In the beginning (or is it the end?) of this very short novel, an unnamed young mother’s water breaks and she gives birth to a son, Z. The water levels around London are rising and Britain is mostly under water. The narrator and her husband, R, move from their home to stay with his parents in the mountains until food becomes scarce there and then they move again, this time to a makeshift camp with other disaster refugees. Baby Z grows, and the narrator’s husband R eventually leaves the family at the camp to investigate other living prospects. During their separation, the narrator continues to observe life around her, make friends, and bond with her baby, Z.

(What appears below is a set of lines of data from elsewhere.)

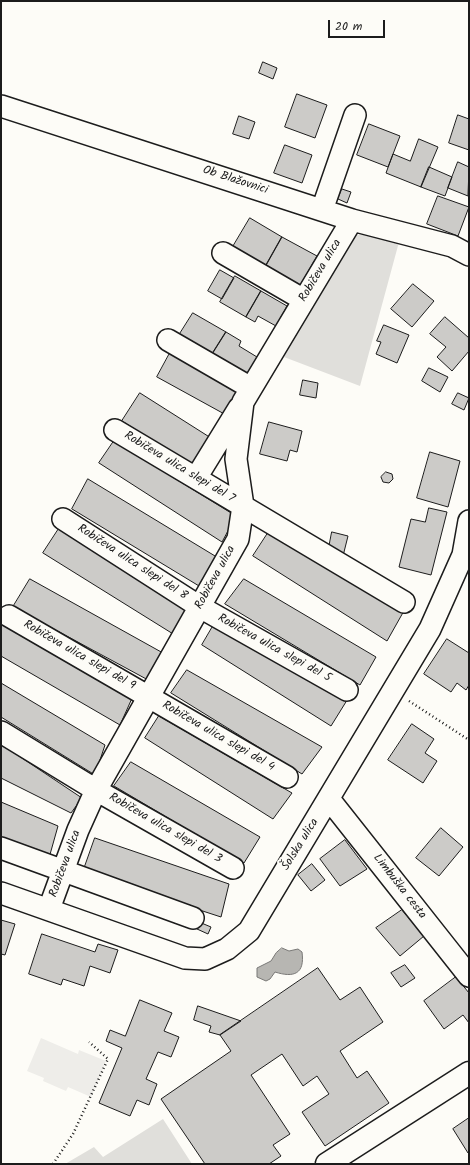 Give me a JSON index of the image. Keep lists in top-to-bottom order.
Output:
{
  "streets": {
    "street": [
      "Ob Blažovnici",
      "Robičeva ulica",
      "Robičeva ulica slepi del 7",
      "Robičeva ulica slepi del 8",
      "Robičeva ulica slepi del 5",
      "Robičeva ulica slepi del 9",
      "Robičeva ulica slepi del 4",
      "Robičeva ulica slepi del 3",
      "Šolska ulica",
      "Limbuška cesta"
    ]
  },
  "crossings": [
    ["Ob Blažovnici", "Robičeva ulica"],
    ["Robičeva ulica", "Robičeva ulica slepi del 7"],
    ["Robičeva ulica", "Robičeva ulica slepi del 8"],
    ["Robičeva ulica", "Robičeva ulica slepi del 5"],
    ["Robičeva ulica", "Robičeva ulica slepi del 9"],
    ["Robičeva ulica", "Robičeva ulica slepi del 4"],
    ["Robičeva ulica", "Robičeva ulica slepi del 3"],
    ["Robičeva ulica", "Šolska ulica"],
    ["Robičeva ulica slepi del 8", "Robičeva ulica slepi del 5"],
    ["Robičeva ulica slepi del 9", "Robičeva ulica slepi del 4"],
    ["Šolska ulica", "Limbuška cesta"]
  ],
  "scale_bar": "20 m"
} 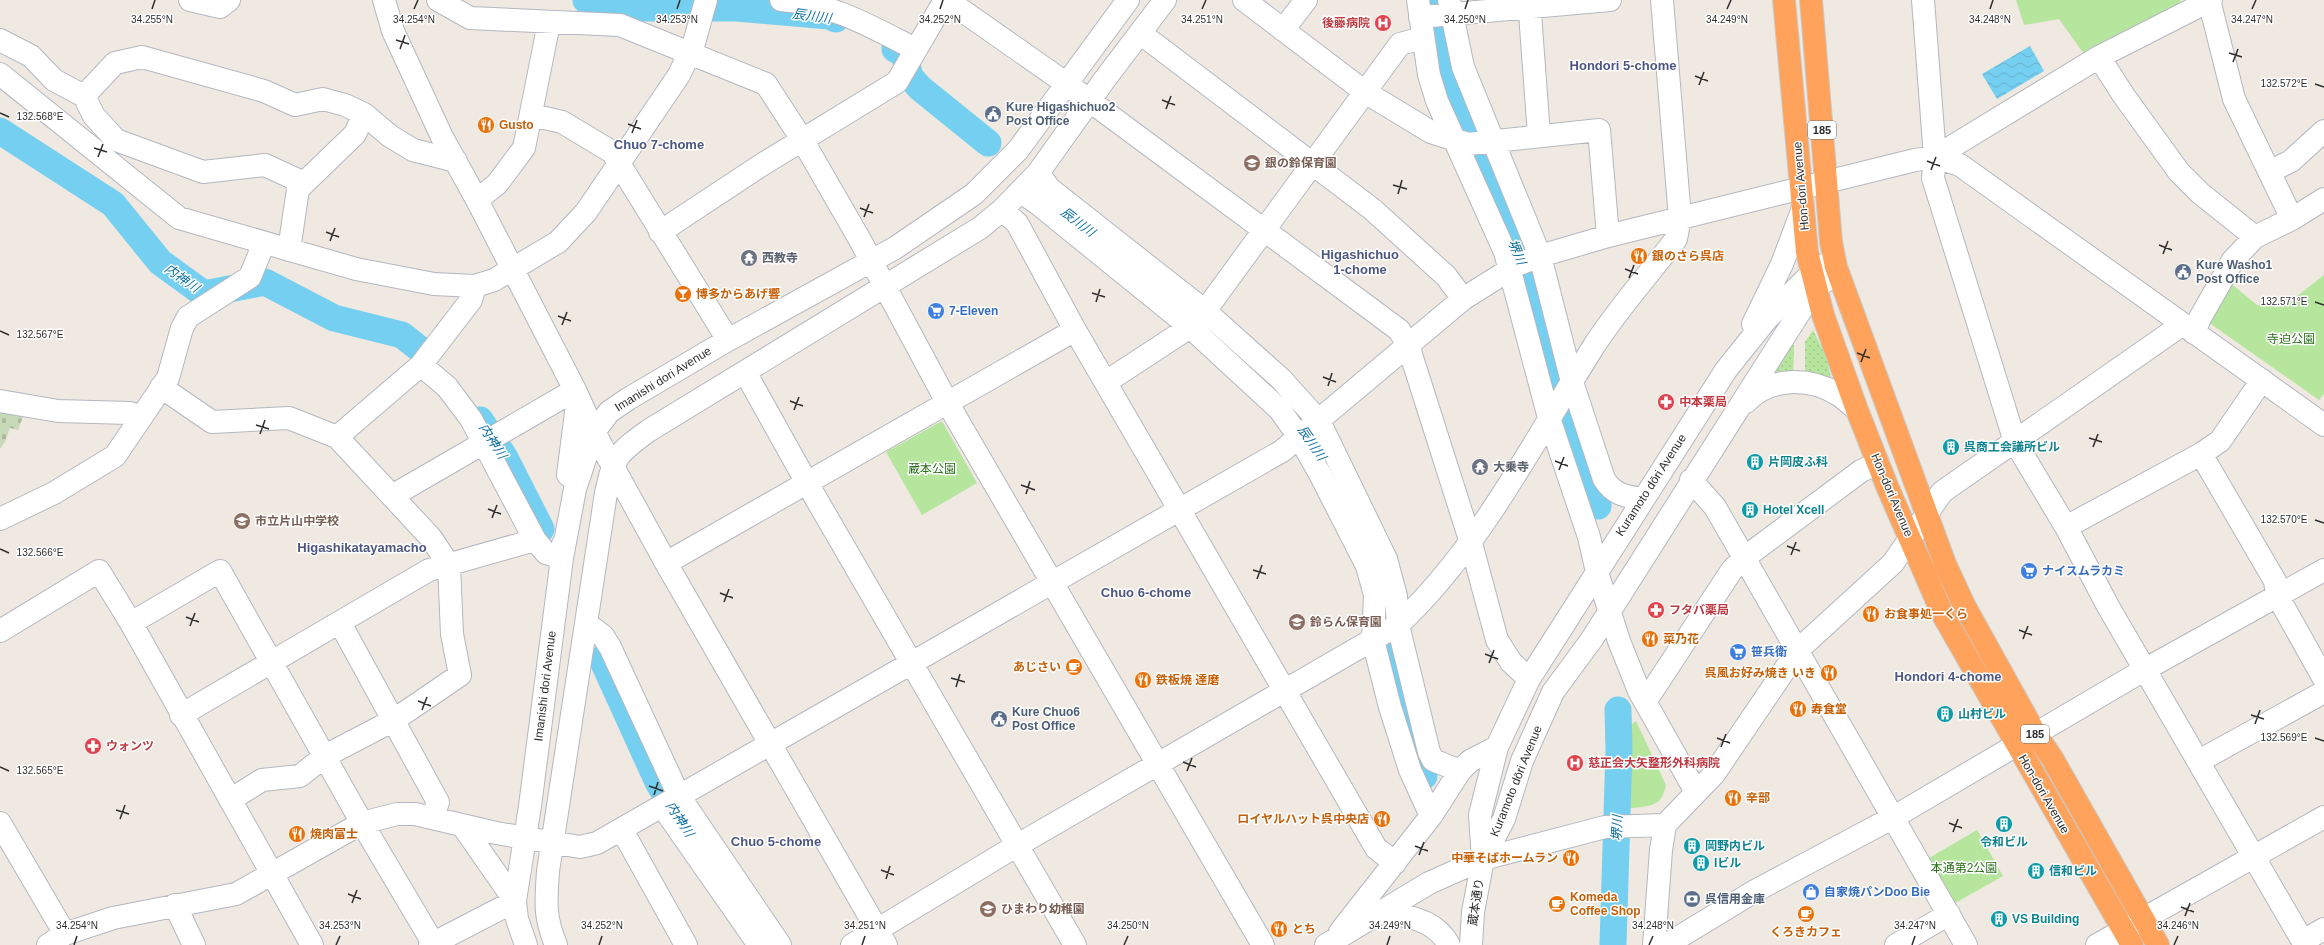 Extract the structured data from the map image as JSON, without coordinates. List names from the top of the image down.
{
  "streets": {
    "highway": ["185", "Hon-dori Avenue"],
    "street": ["Imanishi dori Avenue", "Kuramoto dōri Avenue", "蔵本通り"]
  },
  "crossings": [
    ["Hon-dori Avenue", "Kuramoto dōri Avenue"],
    ["Kuramoto dōri Avenue", "蔵本通り"]
  ],
  "districts": [
    "Hondori 5-chome",
    "Chuo 7-chome",
    "Higashichuo 1-chome",
    "Higashikatayamacho",
    "Chuo 6-chome",
    "Hondori 4-chome",
    "Chuo 5-chome"
  ],
  "water": ["辰川川", "堺川", "内神川"],
  "parks": ["寺迫公園", "蔵本公園", "本通第2公園"],
  "places": {
    "hospital": ["後藤病院", "慈正会大矢整形外科病院"],
    "public building": ["Kure Higashichuo2 Post Office", "Kure Washo1 Post Office", "Kure Chuo6 Post Office"],
    "restaurant": [
      "Gusto",
      "銀のさら呉店",
      "お食事処一くら",
      "菜乃花",
      "呉風お好み焼き いき",
      "鉄板焼 達磨",
      "寿食堂",
      "辛部",
      "ロイヤルハット呉中央店",
      "焼肉富士",
      "中華そばホームラン",
      "とち"
    ],
    "school or university": [
      "銀の鈴保育園",
      "市立片山中学校",
      "鈴らん保育園",
      "ひまわり幼稚園"
    ],
    "temple": ["西教寺", "大乗寺"],
    "bar": ["博多からあげ響"],
    "supermarket": ["7-Eleven", "ナイスムラカミ", "笹兵衛"],
    "pharmacy": ["中本薬局", "フタバ薬局", "ウォンツ"],
    "building": [
      "呉商工会議所ビル",
      "片岡皮ふ科",
      "Hotel Xcell",
      "山村ビル",
      "令和ビル",
      "岡野内ビル",
      "Iビル",
      "信和ビル",
      "VS Building"
    ],
    "cafe": ["あじさい", "Komeda Coffee Shop", "くろきカフェ"],
    "shop": ["自家焼パンDoo Bie"],
    "bank": ["呉信用金庫"]
  },
  "coordinates": [
    "34.254°N",
    "34.253°N",
    "34.252°N",
    "34.251°N",
    "34.250°N",
    "34.249°N",
    "34.248°N",
    "34.247°N",
    "34.255°N",
    "132.572°E",
    "132.568°E",
    "132.571°E",
    "132.567°E",
    "132.570°E",
    "132.566°E",
    "132.569°E",
    "132.565°E",
    "34.246°N"
  ]
} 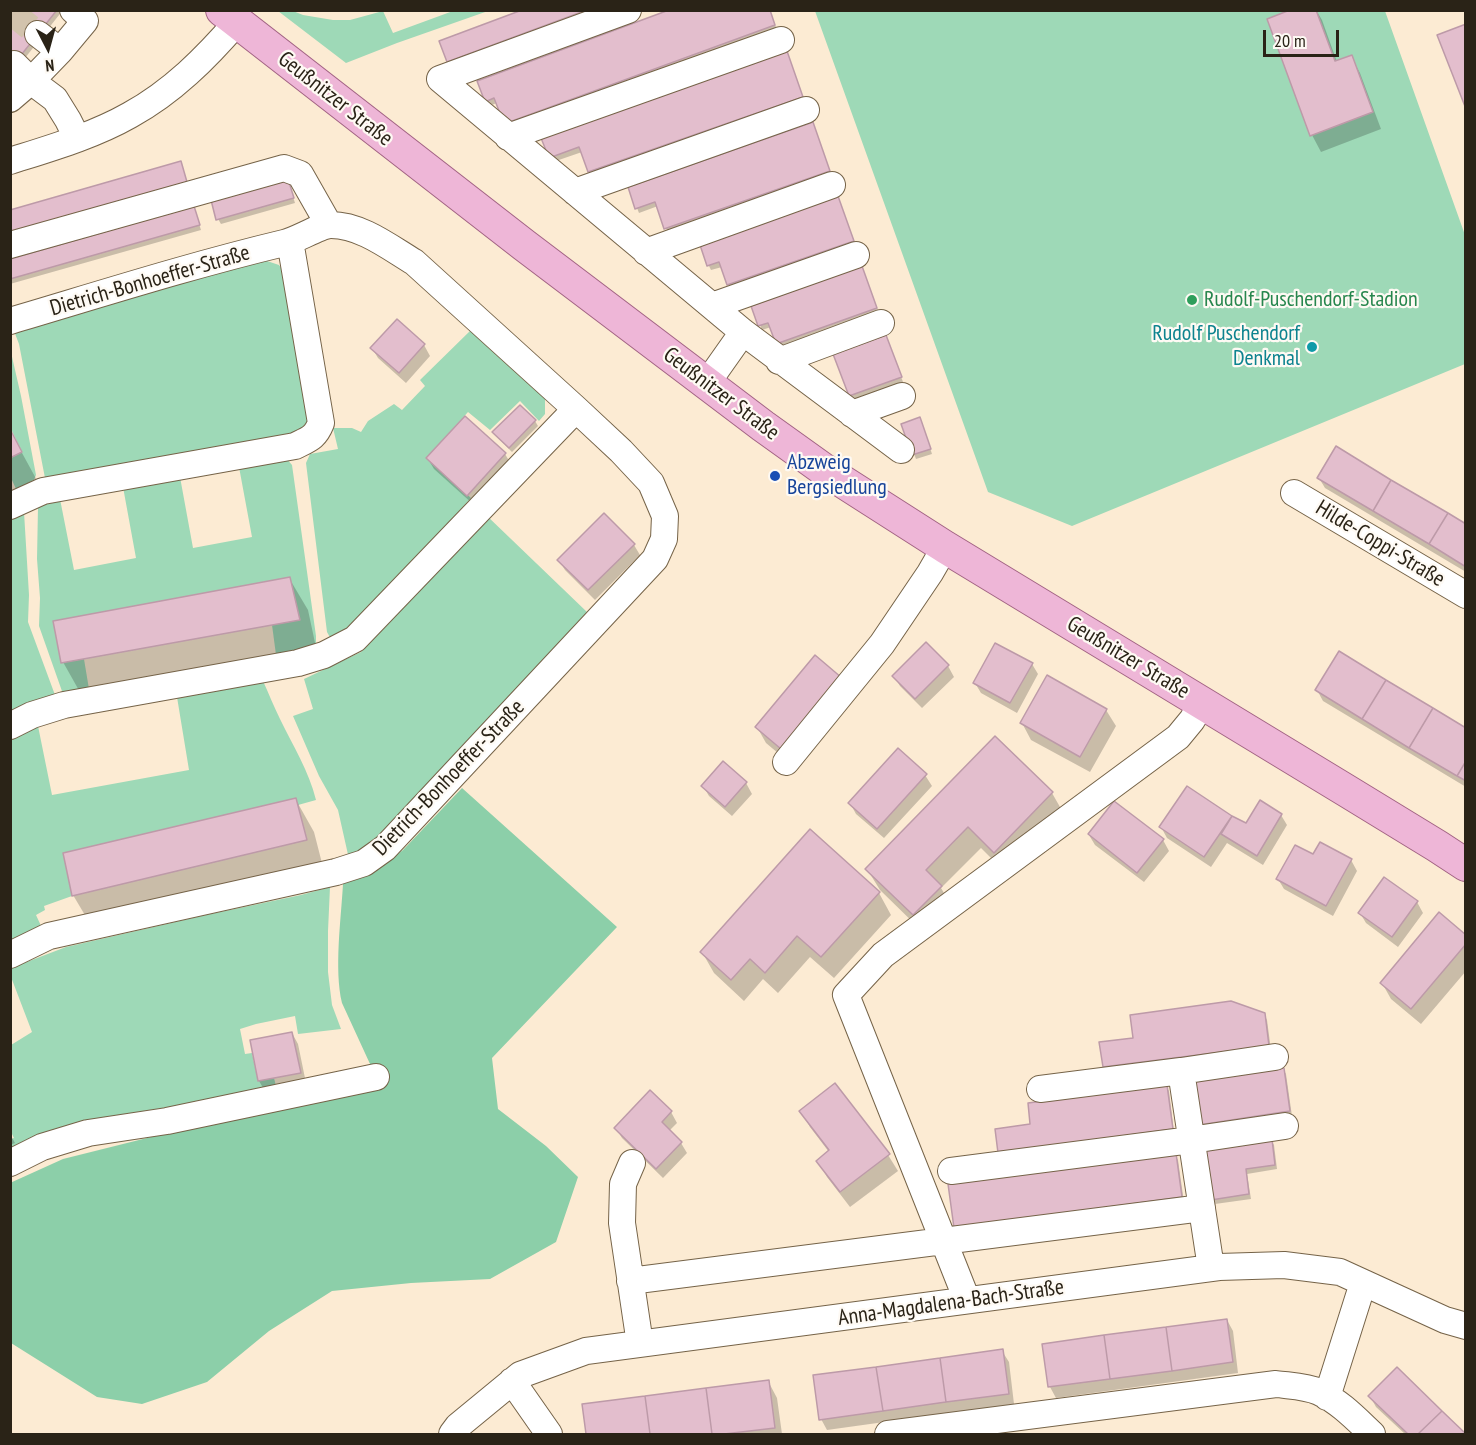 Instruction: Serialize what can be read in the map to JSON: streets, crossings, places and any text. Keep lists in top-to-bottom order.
{
  "streets": {
    "main road": ["Geußnitzer Straße"],
    "street": ["Dietrich-Bonhoeffer-Straße", "Hilde-Coppi-Straße", "Anna-Magdalena-Bach-Straße"]
  },
  "places": ["Rudolf-Puschendorf-Stadion", "Rudolf Puschendorf Denkmal", "Abzweig Bergsiedlung"],
  "scale_bar": "20 m",
  "north": "bottom"
} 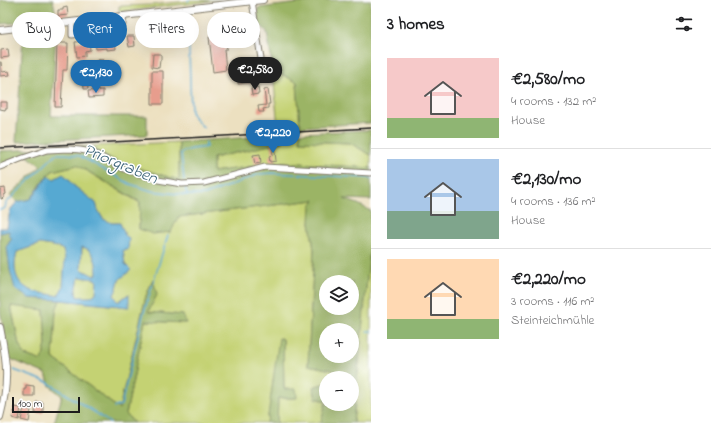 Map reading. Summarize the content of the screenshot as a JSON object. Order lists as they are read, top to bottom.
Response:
{
  "water": ["Priorgraben"],
  "scale_bar": "100 m",
  "page": {
    "heading": "3 homes",
    "chip": [
      "Buy",
      "Rent",
      "Filters",
      "New"
    ],
    "list": [
      {
        "name": "€2,580/mo",
        "note": "4 rooms · 132 m² · House"
      },
      {
        "name": "€2,130/mo",
        "note": "4 rooms · 136 m² · House"
      },
      {
        "name": "€2,220/mo",
        "note": "3 rooms · 116 m² · Steinteichmühle"
      }
    ],
    "price": ["€2,580", "€2,130", "€2,220"],
    "map_buttons": ["+", "−"],
    "scale": "100 m"
  }
} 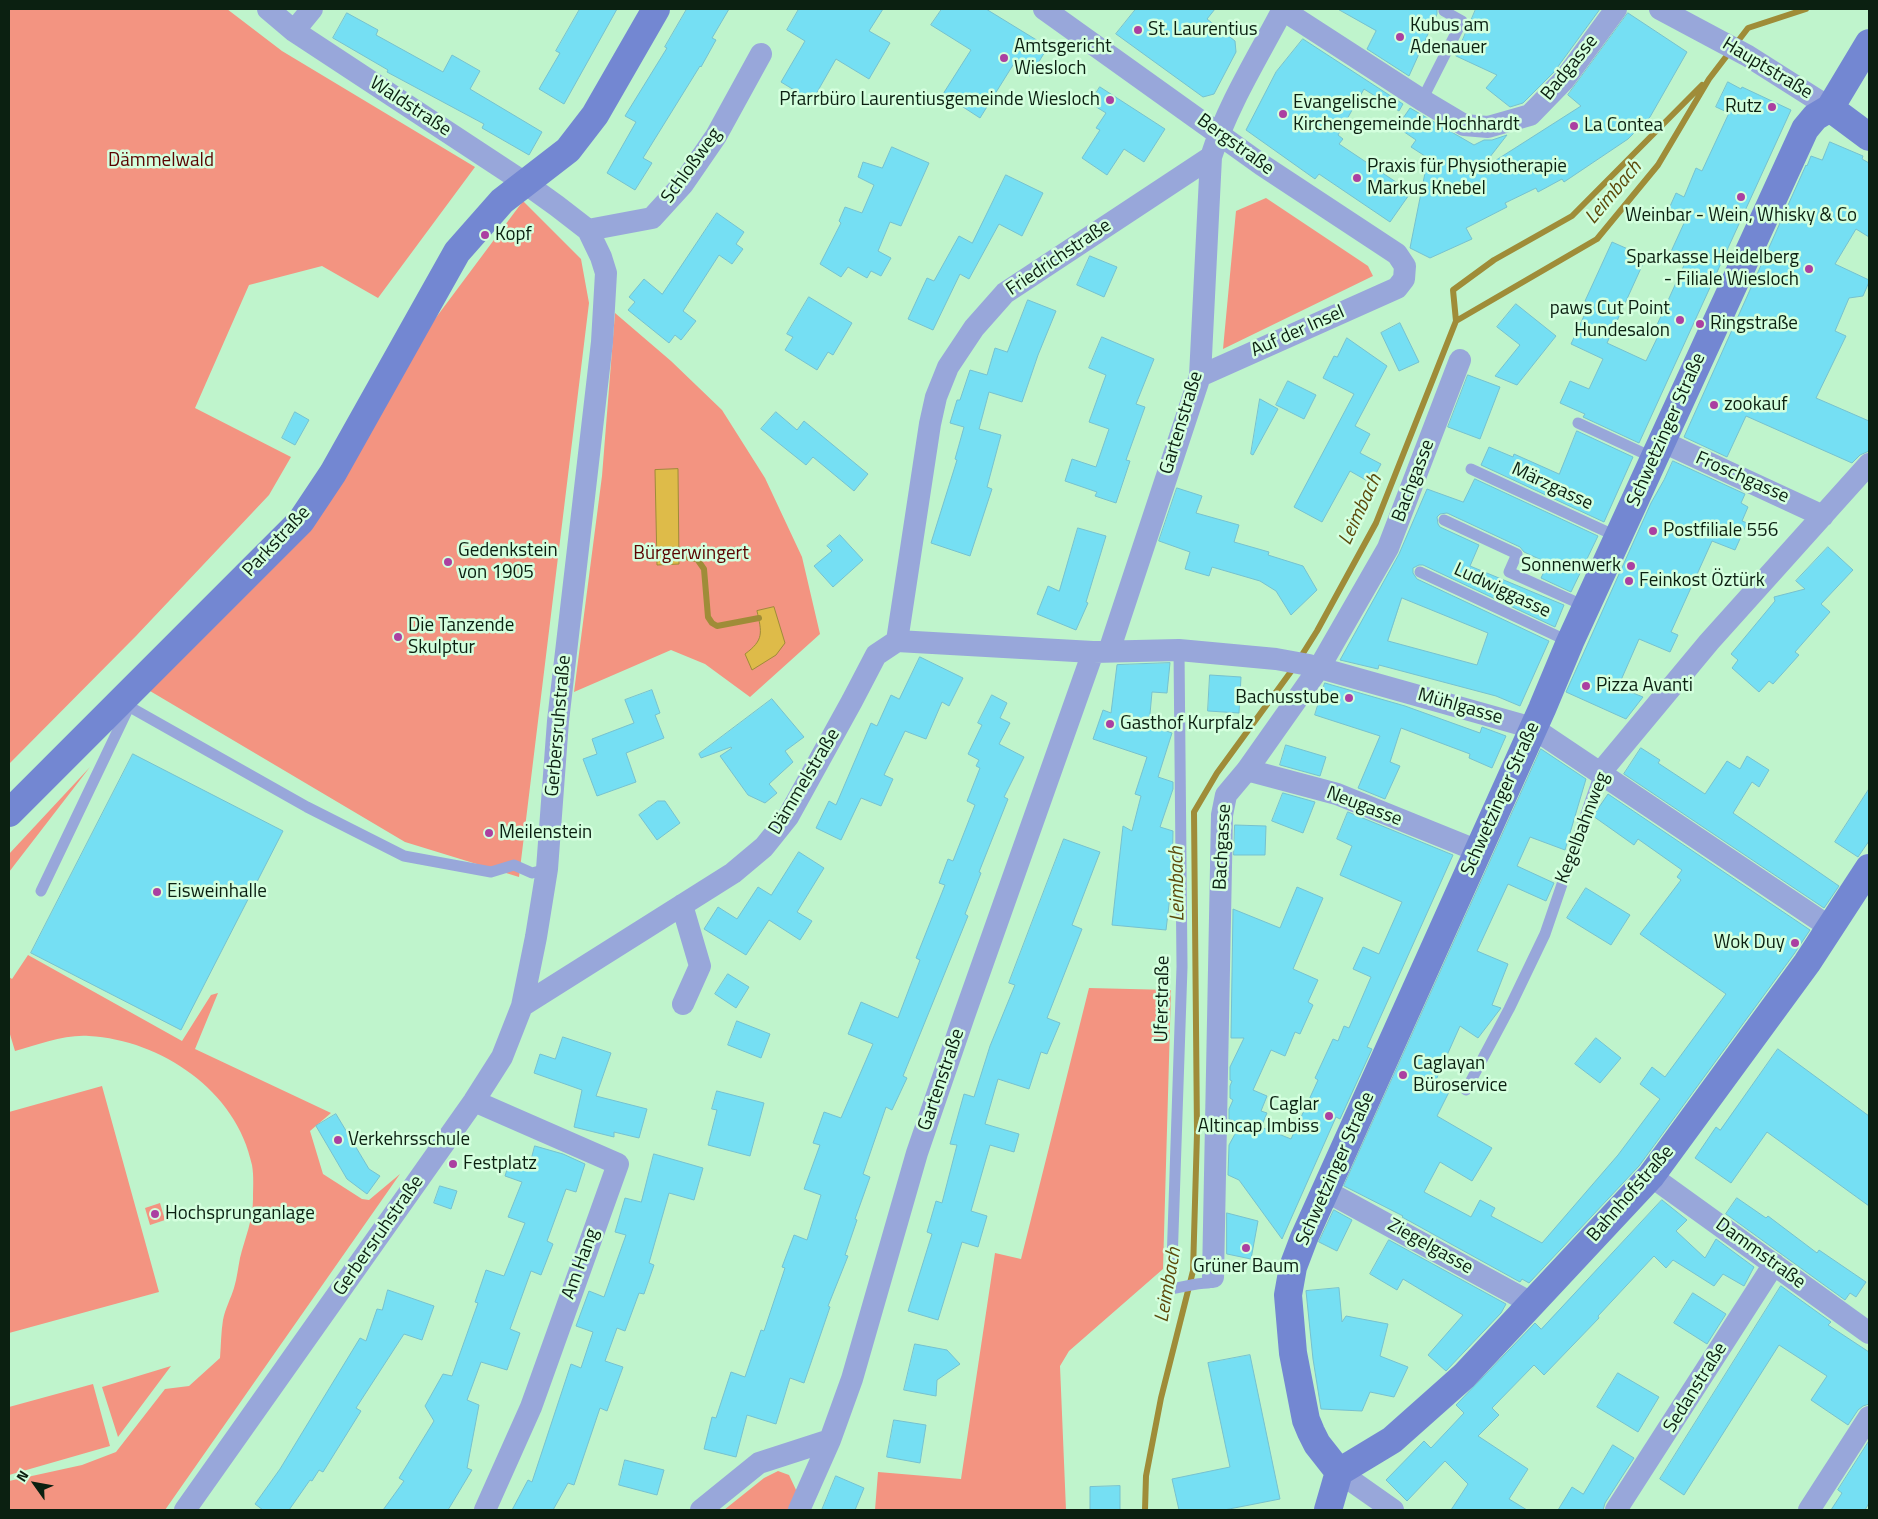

I think I like the concept of this book more than its actual execution. There’s a lot of interesting things juxtaposed here that I could go on and on about: birth, death, the deterioration of civilized society, the creation of new life. There’s also references to the book of Genesis all throughout which fit quite nicely with those ideas. I just don’t care too much for the writing style, it was too sparse for me. The sense of detachment here was also a problem; the constant use of characters’ initials instead of their names made it hard to remember who was who and vexed me to no end. Too much was left unsaid, I wanted more.
Despite my misgivings, I’m not sorry I read this book. There’s a very unique narration style here that definitely bears notice and may tickle the fancy of others. 3 stars for me, but I invite others to make their own judgment call.
[A free digital copy of this book was provided by NetGalley and Grove Atlantic in exchange for an honest review.]